The Specter of Poverty in America

COMMENTARY Poverty and Inequality

The Specter of Poverty in America

Sep 21, 2004 3 min read
Robert Rector

Senior Research Fellow, Center for Health and Welfare Policy

Robert is a leading authority on poverty, welfare programs, and immigration in America.

Last month, the Census Bureau released annual poverty figures showing that the percentage of Americans who are poor rose from 12.1 percent in 2002 to 12.5 percent in 2003. It's important to recognize that these figures are a year old. They cover 2003, not the current year. Given current economic conditions, it is extremely likely that poverty fell during 2004, although the official figures won't be available until the fall of next year.

Poverty is a lagging economic indicator. Formal recessions (when the whole economy is shrinking) usually last less than a year. But the poverty rate almost always continues to rise for several years after the recession ends. The last recession officially ended in November 2001, but the poverty rate continued to rise in 2002 and 2003. This is a normal economic pattern that has occurred in most prior recessions.

Compared to prior recessions, the recent recession was mild and had a limited impact on poverty. Overall, the increase in poverty resulting from the recent downturn has been half the increase that occurred in the two last recessions that hit the economy in the early 1980s and early 1990s.

Still, the Census Bureau reports that 35.9 million persons "lived in poverty" in 2003, a number that should cause concern to all. But to really understand poverty in America, it's important to look behind these numbers - to the actual living conditions of the individuals the government deems poor.

For most Americans, the word "poverty" suggests destitution: an inability to provide a family with nutritious food, clothing and reasonable shelter. But only a small number of the million persons classified as "poor" by the Census Bureau fit that description. Real material hardship certainly does occur, but it's limited in scope and severity. Most of America's "poor" live in material conditions that would be judged as comfortable or well-off just a few generations ago.

The following are facts about persons defined as "poor" by the Census Bureau, taken from various government reports:

- Forty-six percent of all poor households own their own homes. The average home owned by persons classified as poor by the Census Bureau is a three-bedroom house with one-and-a-half baths, a garage, and porch or patio.

- Seventy-six percent of poor households have air conditioning. By contrast, 30 years ago, only 36 percent of the entire U.S. population enjoyed air conditioning.

- Only 6 percent of poor households are overcrowded. More than two-thirds have more than two rooms per person.

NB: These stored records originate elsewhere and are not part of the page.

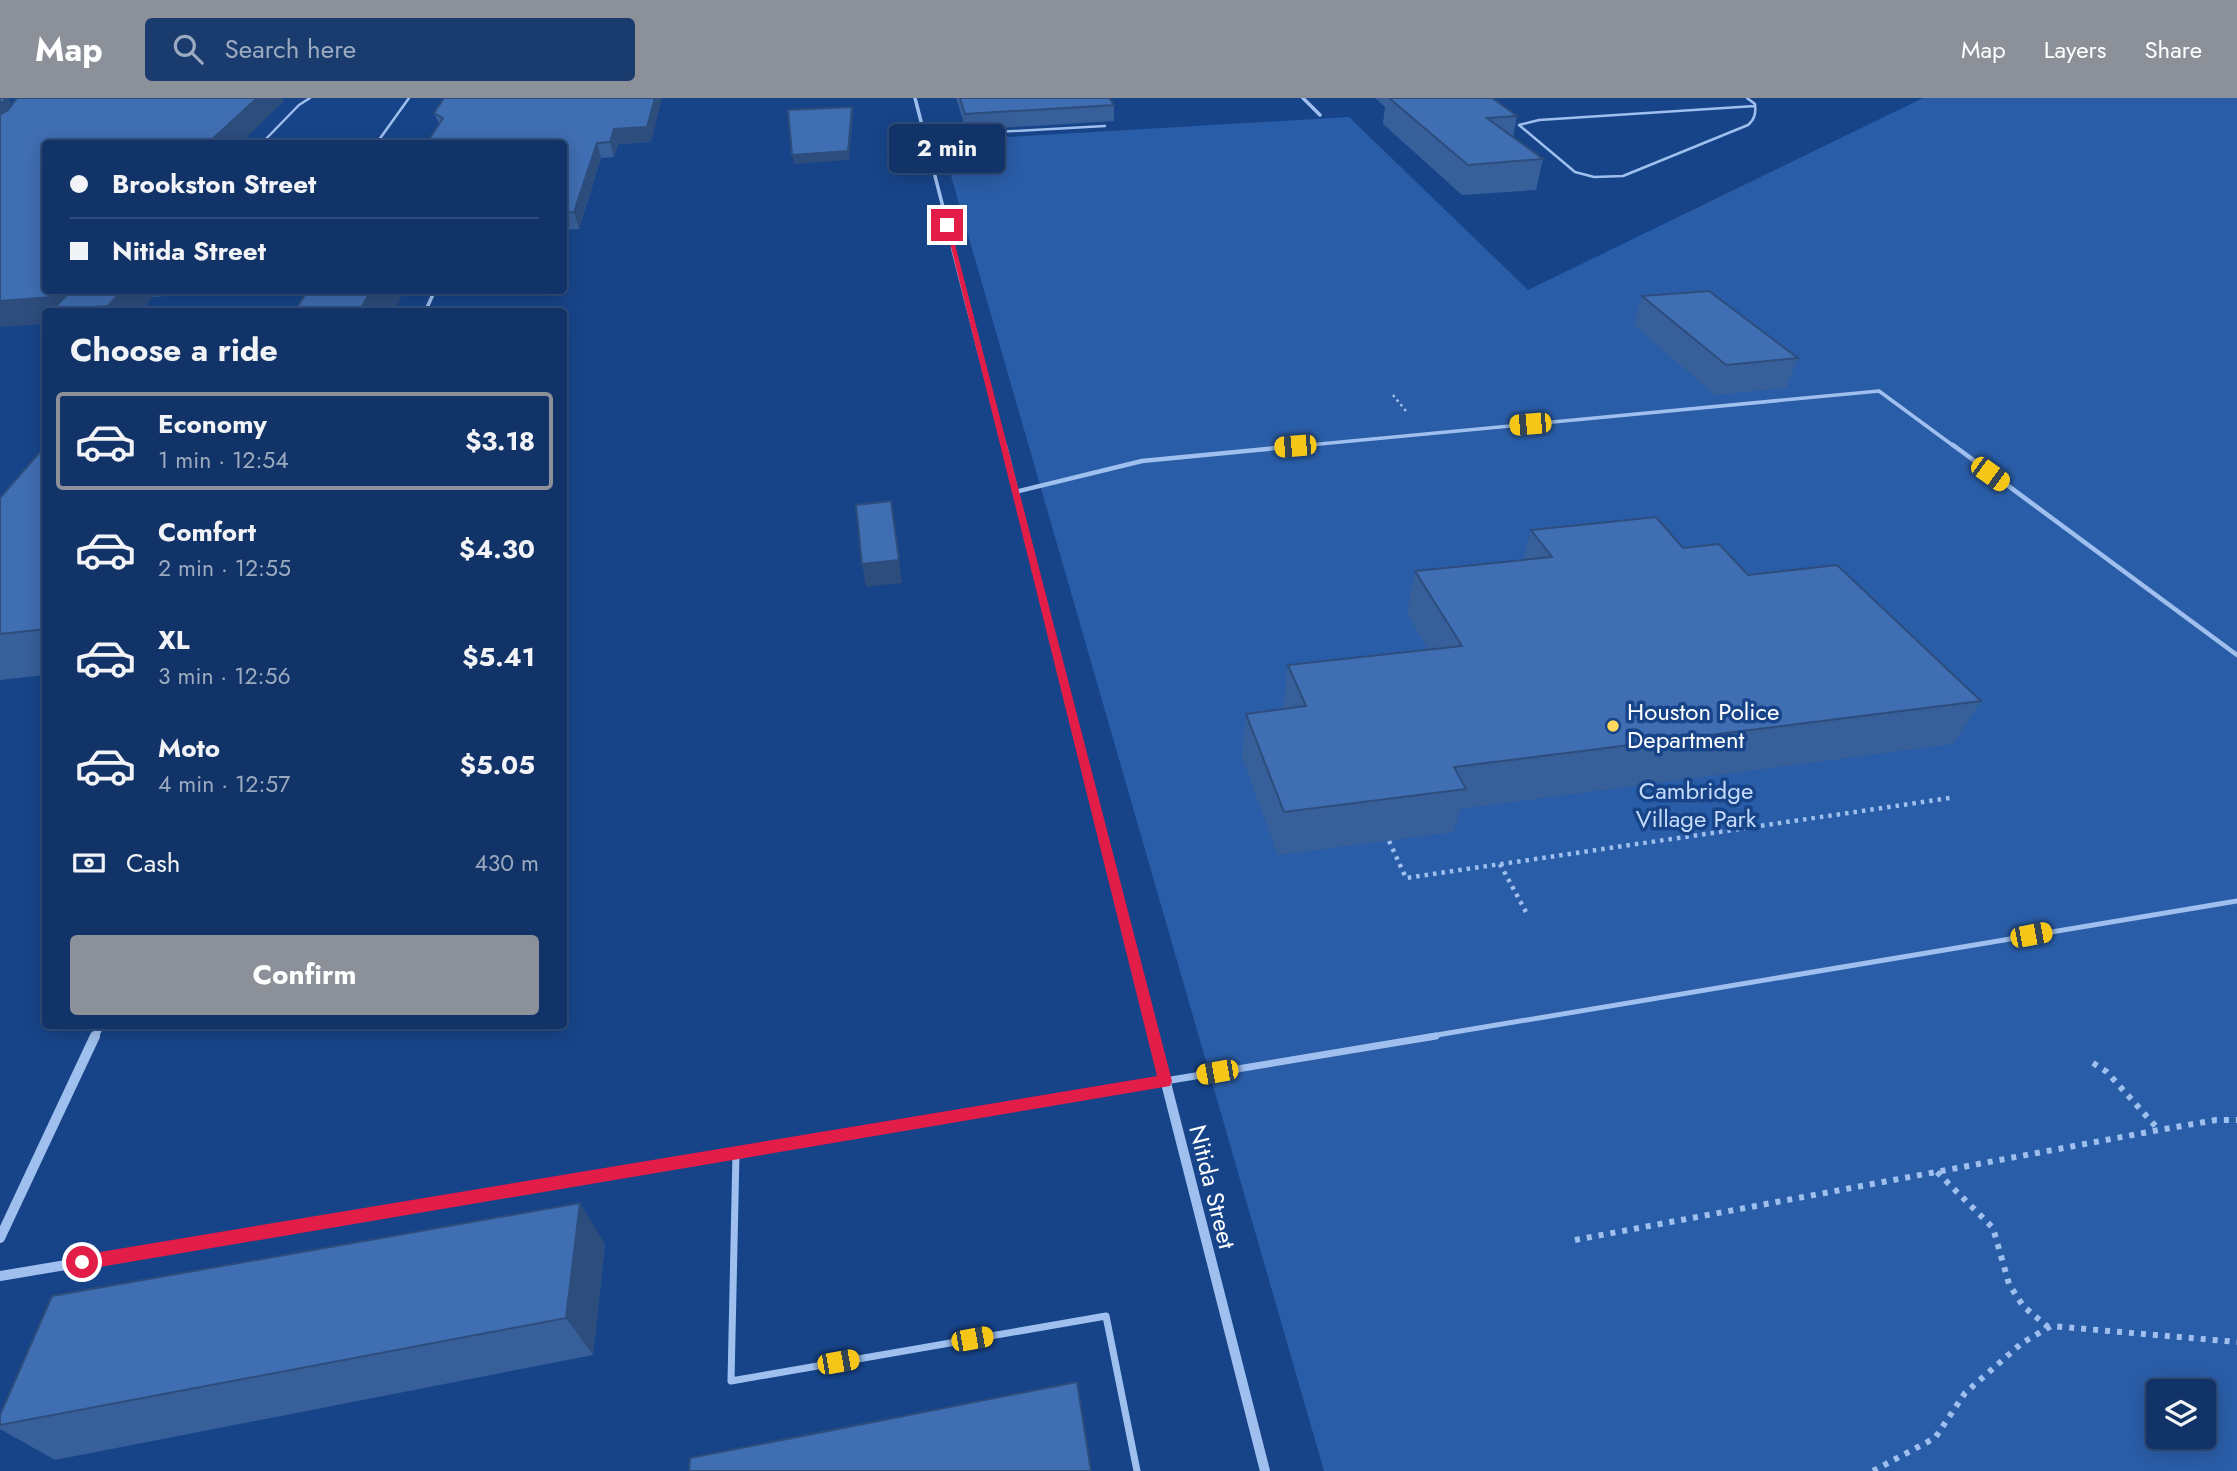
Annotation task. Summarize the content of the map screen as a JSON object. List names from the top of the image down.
{
  "streets": {
    "street": ["Nitida Street"]
  },
  "parks": ["Cambridge Village Park"],
  "places": ["Houston Police Department"],
  "page": {
    "header": "Map",
    "search": "Search here",
    "nav": ["Map", "Layers", "Share"],
    "bubble": "2 min",
    "banner": ["Brookston Street", "Nitida Street"],
    "heading": "Choose a ride",
    "list": [
      {
        "name": "Economy",
        "note": "1 min · 12:54",
        "value": "$3.18"
      },
      {
        "name": "Comfort",
        "note": "2 min · 12:55",
        "value": "$4.30"
      },
      {
        "name": "XL",
        "note": "3 min · 12:56",
        "value": "$5.41"
      },
      {
        "name": "Moto",
        "note": "4 min · 12:57",
        "value": "$5.05"
      }
    ],
    "pay": ["Cash", "430 m"],
    "buttons": "Confirm"
  }
}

- The average poor American has more living space than the average individual living in Paris, London, Vienna, Athens and other European cities. (These comparisons are to the average citizens in foreign countries, not to those classified as poor.)

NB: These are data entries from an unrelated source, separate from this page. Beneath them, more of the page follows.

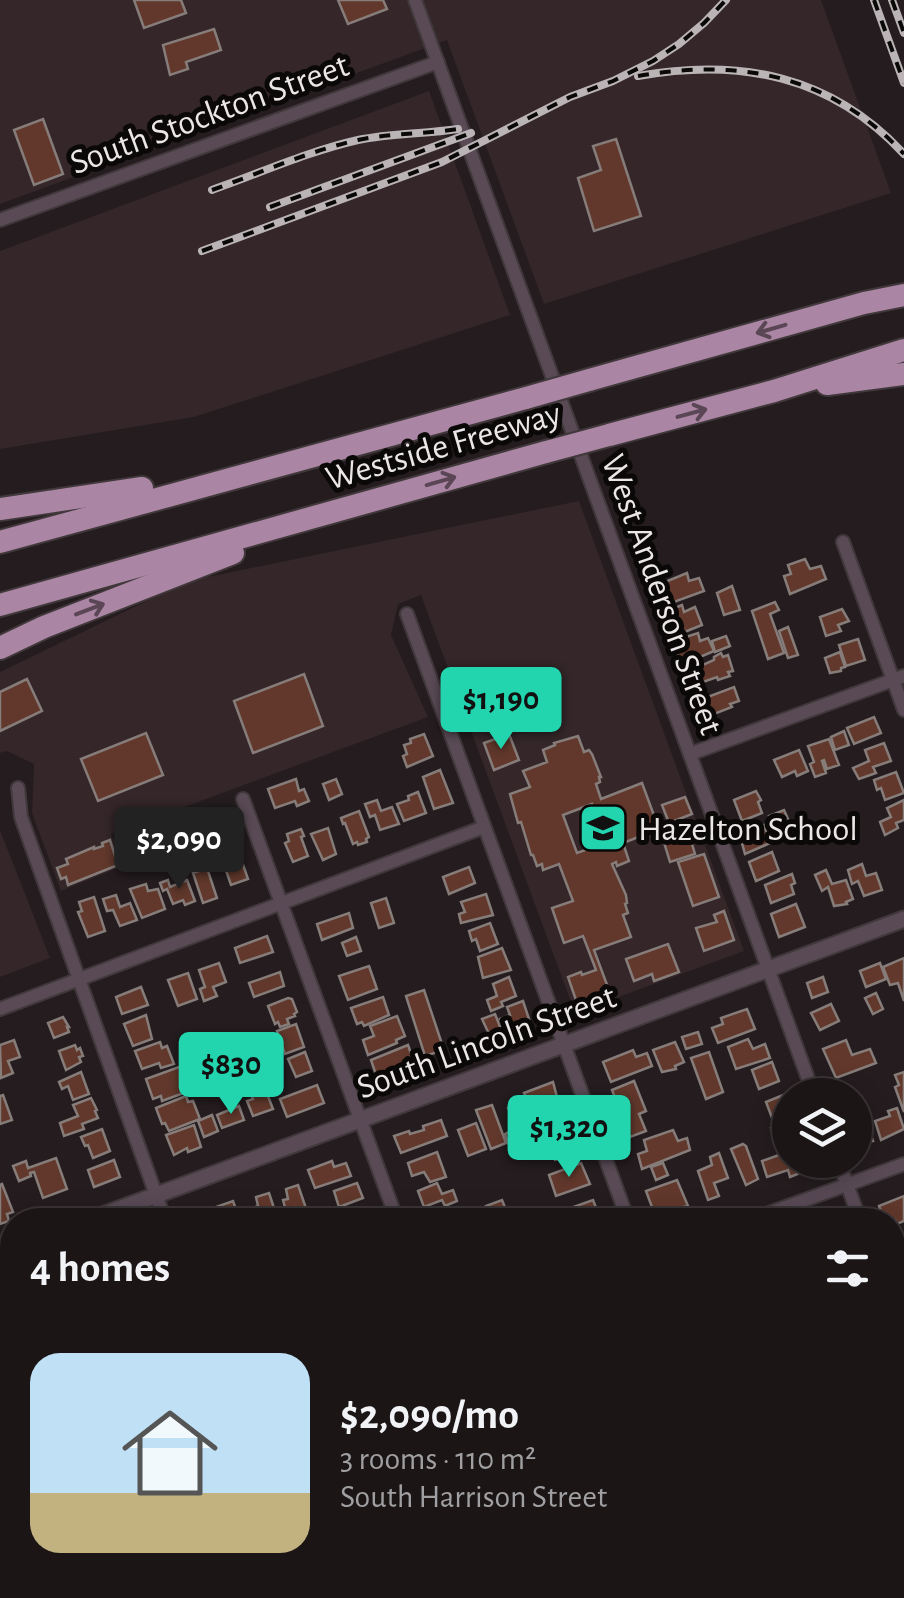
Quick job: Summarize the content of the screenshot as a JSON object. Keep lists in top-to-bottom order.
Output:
{
  "streets": {
    "highway": ["Westside Freeway"],
    "street": ["South Stockton Street", "West Anderson Street", "South Lincoln Street"]
  },
  "crossings": [
    ["South Stockton Street", "West Anderson Street"],
    ["West Anderson Street", "South Lincoln Street"]
  ],
  "places": {
    "school or university": ["Hazelton School"]
  },
  "page": {
    "price": [
      "$1,190",
      "$2,090",
      "$830",
      "$1,320"
    ],
    "heading": "4 homes",
    "list": [
      {
        "name": "$2,090/mo",
        "note": "3 rooms · 110 m² · South Harrison Street"
      }
    ]
  }
}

- Nearly three-quarters of poor households own a car; 30 percent own two or more cars.

- Ninety-seven percent of poor households have a color television. Over half own two or more color televisions.

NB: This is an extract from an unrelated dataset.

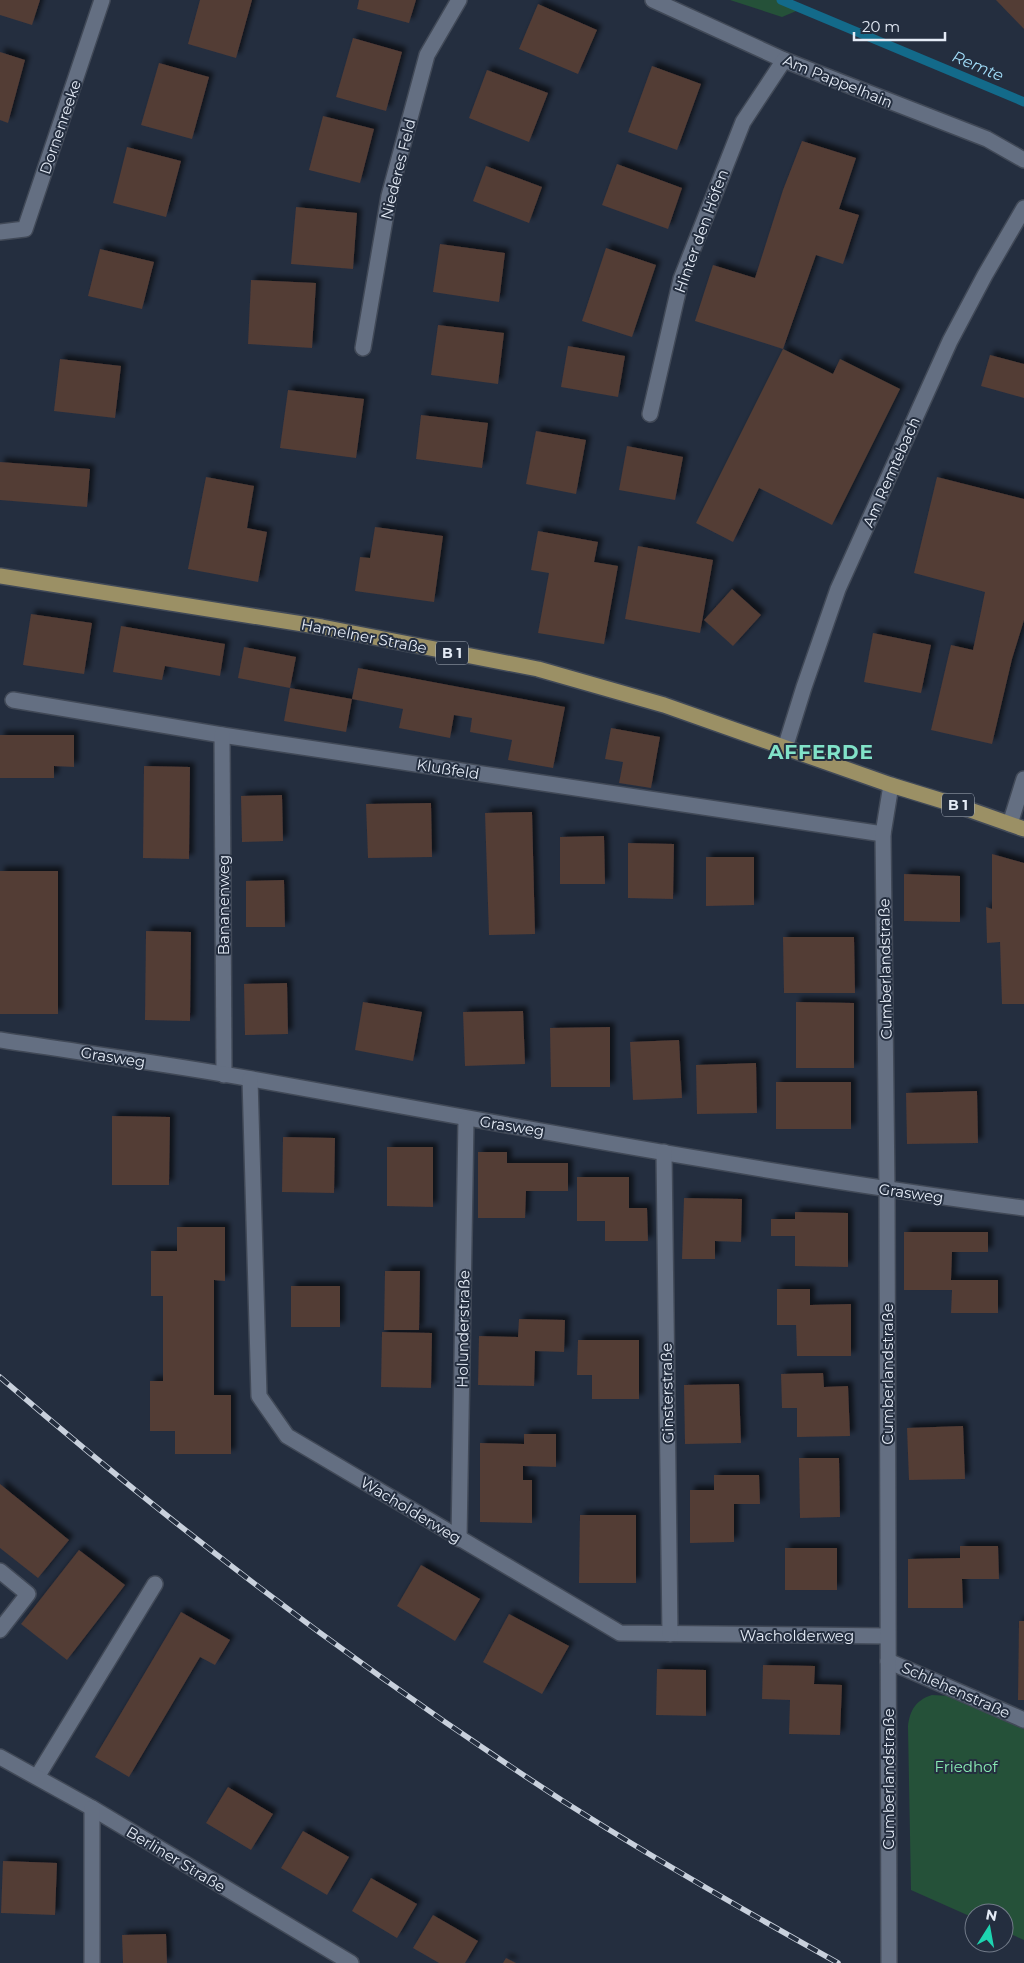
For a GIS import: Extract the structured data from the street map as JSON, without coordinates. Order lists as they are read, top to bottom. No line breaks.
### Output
{"streets":{"main road":["Hamelner Straße","B 1"],"street":["Am Pappelhain","Dornenreeke","Niederes Feld","Hinter den Höfen","Am Remtebach","Klußfeld","Bananenweg","Cumberlandstraße","Grasweg","Holunderstraße","Ginsterstraße","Wacholderweg","Schlehenstraße","Berliner Straße"]},"crossings":[["Am Pappelhain","Hinter den Höfen"],["Am Remtebach","Hamelner Straße"],["Hamelner Straße","B 1"],["Hamelner Straße","Cumberlandstraße"],["B 1","Cumberlandstraße"],["Klußfeld","Bananenweg"],["Klußfeld","Cumberlandstraße"],["Bananenweg","Grasweg"],["Cumberlandstraße","Grasweg"],["Cumberlandstraße","Wacholderweg"],["Cumberlandstraße","Schlehenstraße"],["Grasweg","Holunderstraße"],["Grasweg","Ginsterstraße"],["Grasweg","Wacholderweg"],["Holunderstraße","Wacholderweg"],["Ginsterstraße","Wacholderweg"]],"districts":["AFFERDE"],"water":["Remte"],"parks":["Friedhof"],"scale_bar":"20 m","north":"top"}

- Seventy-eight percent have a VCR or DVD player; 62 percent have cable or satellite TV reception.

- Seventy-three percent own a microwave oven, more than half have a stereo, and a third have an automatic dishwasher.

Overall, the typical American defined as poor by the government has a car, air conditioning, a refrigerator, a stove, a clothes washer and dryer, and a microwave. He has two color televisions, cable or satellite TV reception, a VCR or DVD player, and a stereo. He is able to obtain medical care. His home is in good repair and is not overcrowded. By his own report, his family isn't hungry, and he had sufficient funds in the past year to meet his family's essential needs. While this individual's life is not opulent, it is equally far from the popular images of dire poverty conveyed by the press, activists and politicians.

Even better news is that remaining poverty can readily be reduced, especially among children. Child poverty in the U.S. is caused largely by low levels of parental work and by the absence of fathers from the home. While work and two-parent families are the surest ladders out of poverty, the welfare system continues to reward idleness while failing to provide support to keep families in tact.

To further reduce poverty, welfare should be overhauled: All able-bodied welfare recipients should be required to work or prepare for work in exchange for the aid they receive. Also, new parents in low-income communities who express interest in marriage (and research tells us there are many) should be equipped with the skills they need to create a healthy marriage, rather than be penalized when they do get married.

Robert Rector is a senior research fellow at The Heritage Foundation.